> **Exercise materials**
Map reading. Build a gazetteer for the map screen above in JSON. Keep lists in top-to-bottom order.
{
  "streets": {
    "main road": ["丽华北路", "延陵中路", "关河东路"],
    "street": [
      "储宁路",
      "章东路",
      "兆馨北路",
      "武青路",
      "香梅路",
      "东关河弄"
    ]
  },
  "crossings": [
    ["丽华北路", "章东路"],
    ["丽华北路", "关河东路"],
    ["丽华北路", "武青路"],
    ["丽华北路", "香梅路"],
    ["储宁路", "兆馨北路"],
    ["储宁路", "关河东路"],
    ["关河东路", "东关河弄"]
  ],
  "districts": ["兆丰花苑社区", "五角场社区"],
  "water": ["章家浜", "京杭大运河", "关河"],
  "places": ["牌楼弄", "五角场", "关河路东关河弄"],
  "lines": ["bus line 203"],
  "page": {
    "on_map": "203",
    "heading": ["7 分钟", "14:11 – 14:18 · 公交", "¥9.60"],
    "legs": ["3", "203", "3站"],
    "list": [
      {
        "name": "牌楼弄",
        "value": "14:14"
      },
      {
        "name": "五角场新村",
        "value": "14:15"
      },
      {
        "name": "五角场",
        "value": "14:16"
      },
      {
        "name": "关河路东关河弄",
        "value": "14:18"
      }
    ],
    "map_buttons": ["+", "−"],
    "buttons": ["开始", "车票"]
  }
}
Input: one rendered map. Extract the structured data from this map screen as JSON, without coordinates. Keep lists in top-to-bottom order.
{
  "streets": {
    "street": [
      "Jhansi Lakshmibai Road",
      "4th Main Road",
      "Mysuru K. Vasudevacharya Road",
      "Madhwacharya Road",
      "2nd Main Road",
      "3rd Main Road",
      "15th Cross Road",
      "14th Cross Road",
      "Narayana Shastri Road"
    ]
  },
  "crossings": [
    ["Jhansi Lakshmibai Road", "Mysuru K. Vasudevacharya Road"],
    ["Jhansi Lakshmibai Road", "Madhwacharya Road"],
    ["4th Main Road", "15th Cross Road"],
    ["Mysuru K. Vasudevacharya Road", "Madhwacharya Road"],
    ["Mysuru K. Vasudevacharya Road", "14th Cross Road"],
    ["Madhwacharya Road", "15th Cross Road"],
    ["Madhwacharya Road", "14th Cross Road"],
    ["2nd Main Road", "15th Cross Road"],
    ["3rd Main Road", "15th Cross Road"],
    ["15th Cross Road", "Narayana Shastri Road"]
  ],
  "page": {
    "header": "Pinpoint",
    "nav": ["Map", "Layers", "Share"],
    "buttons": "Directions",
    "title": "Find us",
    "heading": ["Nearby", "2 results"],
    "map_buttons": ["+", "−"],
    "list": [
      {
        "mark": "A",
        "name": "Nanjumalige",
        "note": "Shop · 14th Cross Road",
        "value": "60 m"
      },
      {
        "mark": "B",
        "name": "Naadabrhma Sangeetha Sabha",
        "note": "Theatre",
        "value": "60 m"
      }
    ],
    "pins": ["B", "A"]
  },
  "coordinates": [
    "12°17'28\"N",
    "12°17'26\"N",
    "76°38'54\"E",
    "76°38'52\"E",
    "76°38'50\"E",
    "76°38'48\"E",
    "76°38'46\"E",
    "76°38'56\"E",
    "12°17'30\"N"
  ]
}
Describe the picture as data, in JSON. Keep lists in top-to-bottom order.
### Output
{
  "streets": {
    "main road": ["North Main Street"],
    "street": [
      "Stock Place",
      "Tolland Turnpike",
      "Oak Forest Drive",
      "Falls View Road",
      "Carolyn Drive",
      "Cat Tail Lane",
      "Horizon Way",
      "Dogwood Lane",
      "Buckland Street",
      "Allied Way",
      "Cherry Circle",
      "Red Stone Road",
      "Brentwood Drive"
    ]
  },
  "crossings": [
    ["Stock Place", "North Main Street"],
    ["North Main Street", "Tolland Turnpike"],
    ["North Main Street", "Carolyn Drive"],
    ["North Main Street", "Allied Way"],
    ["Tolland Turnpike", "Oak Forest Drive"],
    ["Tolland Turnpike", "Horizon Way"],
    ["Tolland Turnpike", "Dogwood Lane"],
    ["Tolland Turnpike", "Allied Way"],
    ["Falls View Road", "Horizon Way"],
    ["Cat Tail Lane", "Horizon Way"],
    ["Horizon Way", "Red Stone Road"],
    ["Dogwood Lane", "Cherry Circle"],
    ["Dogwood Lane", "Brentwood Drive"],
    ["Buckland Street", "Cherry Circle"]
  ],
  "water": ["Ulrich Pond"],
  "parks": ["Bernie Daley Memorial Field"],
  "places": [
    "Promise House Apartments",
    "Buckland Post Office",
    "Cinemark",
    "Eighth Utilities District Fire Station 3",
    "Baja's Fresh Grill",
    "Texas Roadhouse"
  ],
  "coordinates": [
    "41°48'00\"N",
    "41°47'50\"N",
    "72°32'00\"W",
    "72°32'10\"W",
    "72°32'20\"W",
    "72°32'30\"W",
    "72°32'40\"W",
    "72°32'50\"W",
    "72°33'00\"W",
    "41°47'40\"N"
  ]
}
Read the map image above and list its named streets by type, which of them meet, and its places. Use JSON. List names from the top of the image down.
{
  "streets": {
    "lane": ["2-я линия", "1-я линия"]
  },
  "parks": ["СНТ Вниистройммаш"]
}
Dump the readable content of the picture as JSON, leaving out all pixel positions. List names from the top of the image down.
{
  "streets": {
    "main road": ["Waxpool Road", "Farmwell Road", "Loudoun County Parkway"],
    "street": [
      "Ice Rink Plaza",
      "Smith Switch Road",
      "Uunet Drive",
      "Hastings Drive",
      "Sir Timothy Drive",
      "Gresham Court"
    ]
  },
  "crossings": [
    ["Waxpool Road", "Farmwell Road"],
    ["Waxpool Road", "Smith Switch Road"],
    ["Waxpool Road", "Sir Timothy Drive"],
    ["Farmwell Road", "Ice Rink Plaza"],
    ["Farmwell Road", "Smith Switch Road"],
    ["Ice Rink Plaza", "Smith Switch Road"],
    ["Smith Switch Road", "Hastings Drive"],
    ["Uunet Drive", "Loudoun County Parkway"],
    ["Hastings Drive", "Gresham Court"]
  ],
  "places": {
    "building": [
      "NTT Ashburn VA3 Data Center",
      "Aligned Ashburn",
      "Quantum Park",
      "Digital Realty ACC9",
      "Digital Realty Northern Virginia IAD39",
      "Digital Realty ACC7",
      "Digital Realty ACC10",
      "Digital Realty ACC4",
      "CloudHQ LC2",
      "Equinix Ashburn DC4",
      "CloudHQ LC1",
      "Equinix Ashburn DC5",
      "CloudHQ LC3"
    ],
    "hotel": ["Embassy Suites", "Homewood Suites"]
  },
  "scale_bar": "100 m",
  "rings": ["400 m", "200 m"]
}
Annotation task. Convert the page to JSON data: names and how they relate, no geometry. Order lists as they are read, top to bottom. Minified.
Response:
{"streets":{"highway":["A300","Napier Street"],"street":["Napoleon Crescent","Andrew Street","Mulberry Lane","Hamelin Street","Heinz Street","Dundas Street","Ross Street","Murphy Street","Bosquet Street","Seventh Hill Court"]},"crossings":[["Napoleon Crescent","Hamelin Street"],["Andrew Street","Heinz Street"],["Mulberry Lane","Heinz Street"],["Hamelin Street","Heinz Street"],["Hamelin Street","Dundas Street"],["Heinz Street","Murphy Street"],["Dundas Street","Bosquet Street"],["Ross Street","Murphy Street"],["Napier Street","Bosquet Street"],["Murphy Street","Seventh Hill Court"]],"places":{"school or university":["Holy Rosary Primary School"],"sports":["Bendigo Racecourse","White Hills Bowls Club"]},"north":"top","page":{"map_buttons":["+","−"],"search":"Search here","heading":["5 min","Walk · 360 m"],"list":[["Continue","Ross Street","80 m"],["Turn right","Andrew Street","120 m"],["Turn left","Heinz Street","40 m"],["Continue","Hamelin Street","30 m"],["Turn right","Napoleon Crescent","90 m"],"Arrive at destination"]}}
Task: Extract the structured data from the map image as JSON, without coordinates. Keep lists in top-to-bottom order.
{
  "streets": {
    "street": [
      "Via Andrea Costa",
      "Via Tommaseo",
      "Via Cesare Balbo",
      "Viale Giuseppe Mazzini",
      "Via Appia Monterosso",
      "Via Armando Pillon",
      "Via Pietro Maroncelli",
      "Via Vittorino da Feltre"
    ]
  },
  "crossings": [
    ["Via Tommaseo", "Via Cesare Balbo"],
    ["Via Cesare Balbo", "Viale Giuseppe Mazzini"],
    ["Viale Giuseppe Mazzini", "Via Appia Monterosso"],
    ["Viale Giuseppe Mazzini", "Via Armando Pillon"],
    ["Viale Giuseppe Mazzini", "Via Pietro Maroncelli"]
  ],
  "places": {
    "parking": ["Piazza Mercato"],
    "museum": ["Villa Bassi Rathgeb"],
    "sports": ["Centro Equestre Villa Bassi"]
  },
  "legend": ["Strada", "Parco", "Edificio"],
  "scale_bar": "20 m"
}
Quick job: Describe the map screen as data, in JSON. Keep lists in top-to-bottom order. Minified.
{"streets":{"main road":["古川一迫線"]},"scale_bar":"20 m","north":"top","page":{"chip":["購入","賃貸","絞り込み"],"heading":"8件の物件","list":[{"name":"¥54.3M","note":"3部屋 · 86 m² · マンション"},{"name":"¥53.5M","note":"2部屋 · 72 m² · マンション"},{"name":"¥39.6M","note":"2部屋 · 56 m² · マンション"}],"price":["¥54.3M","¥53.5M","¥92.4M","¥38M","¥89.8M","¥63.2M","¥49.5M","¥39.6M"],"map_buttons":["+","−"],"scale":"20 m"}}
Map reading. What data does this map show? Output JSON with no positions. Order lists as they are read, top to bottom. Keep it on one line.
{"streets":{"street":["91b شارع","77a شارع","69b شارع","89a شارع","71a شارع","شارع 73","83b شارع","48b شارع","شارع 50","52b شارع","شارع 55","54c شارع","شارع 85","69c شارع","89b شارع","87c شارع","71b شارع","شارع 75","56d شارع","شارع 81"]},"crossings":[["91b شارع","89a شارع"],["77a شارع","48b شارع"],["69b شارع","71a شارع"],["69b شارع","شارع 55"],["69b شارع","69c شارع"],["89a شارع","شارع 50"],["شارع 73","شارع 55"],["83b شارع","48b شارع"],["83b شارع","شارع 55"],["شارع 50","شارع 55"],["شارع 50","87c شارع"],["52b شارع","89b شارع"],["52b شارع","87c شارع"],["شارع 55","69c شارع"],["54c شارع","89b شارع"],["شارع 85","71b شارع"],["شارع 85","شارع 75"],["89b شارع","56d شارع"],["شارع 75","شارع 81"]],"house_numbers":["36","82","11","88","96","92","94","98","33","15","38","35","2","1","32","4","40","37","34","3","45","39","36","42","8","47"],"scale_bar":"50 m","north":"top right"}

> **Exercise objective**
Reproduce each line of the material containing the word "Villa".

> **Answer section**
    "museum": ["Villa Bassi Rathgeb"],
    "sports": ["Centro Equestre Villa Bassi"]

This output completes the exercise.